While flipping through a preview of Harper's Bazaar Fabulous at Every Age recently, I ran across an interesting point. Under the section for evening dressing, there was a picture of Lou Doillon as above, dressed for the Costume Institute Gala in 2008. Doillon's picture was used as an example of "rebel" dressing, and the accompanying soundbite urged readers to stay true to their style, even when dressing for night. This rang true for me. I know what it's like to try to dress for evening when all the styles for sale are ultra-feminine, super-girly, or just sexy-unto-skanky. It is hell. There is very little out there that is suitable for someone who doesn't want to dress like a cookie cutter image of a starlet, a porn star, or even a style blogger. Unlike regular people, who take their style inspirations from Sex and the City, starlets, and their morals and who only look upon Balenciaga and Givenchy as freaky aspirational wear (you know, the sane), I don't have the option of running to the store and finding something to wear. In order to stay true to my own look, I have to improvise and come up with something that is entirely my own. Though the eccentrics are small in number, we are not alone.
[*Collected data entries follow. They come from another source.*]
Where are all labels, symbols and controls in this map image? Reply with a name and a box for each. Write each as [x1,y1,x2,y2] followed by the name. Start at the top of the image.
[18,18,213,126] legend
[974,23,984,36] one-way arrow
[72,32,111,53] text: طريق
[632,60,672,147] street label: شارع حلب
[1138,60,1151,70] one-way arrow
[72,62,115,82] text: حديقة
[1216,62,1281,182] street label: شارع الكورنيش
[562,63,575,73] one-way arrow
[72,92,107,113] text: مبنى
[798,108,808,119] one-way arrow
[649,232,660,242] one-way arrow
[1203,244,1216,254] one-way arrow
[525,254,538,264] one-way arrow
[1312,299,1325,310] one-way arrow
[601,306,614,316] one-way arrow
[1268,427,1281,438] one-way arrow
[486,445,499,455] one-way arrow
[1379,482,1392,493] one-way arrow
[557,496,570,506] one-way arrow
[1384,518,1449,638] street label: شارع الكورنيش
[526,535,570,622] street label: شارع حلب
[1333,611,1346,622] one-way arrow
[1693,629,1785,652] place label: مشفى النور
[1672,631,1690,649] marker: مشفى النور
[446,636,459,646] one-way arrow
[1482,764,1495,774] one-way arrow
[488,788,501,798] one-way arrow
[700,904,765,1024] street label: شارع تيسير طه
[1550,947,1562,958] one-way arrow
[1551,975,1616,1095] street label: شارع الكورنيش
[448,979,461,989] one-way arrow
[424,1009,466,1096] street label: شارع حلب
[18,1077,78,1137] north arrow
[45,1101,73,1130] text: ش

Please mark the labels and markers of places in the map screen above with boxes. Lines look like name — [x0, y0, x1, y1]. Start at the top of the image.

Here are a few evening looks that I consider ideal.


I have loved this outfit on Daria Werbowy since I saw first saw it two or three years ago. She could have easily tarted up this Versace dress (it is not exactly quiet or modest). It's the addition of the jacket and the tights that take this from tacky to wearable, at least as defined by my scale of relativity. It's these personal touches that also transform this from a showstopper dress into an outfit. This outfit is an example of what can be done with evening wear and clothing in general - make it your own, add your own touch of what you think is right, and you look like an original, and it's this original approach that makes Daria stand out more in this dress than would JLo, Beyonce, and whoever else would place their more literal stamp on it.


This is another outfit burned into my brain. Worn to the 2000 Oscars, I was totally and completely taken with this Jean-Paul Gaultier look worn by Cate Blanchett. This is the ideal evening look for me: dramatic, minimal (just a plain black dress with a train), with jewelry acting as integral accessories to the look rather than show pieces in themselves. This look offers the showstopping, look-at-me qualities seen in other red carpet looks without the swagger of, say, a more blinged-out Versace number (see above). Despite the drama, the dress doesn't scream at you, and with the front kept plain, it still draws attention to the wearer rather than itself. I secretly hope to have an opportunity to wear this someday.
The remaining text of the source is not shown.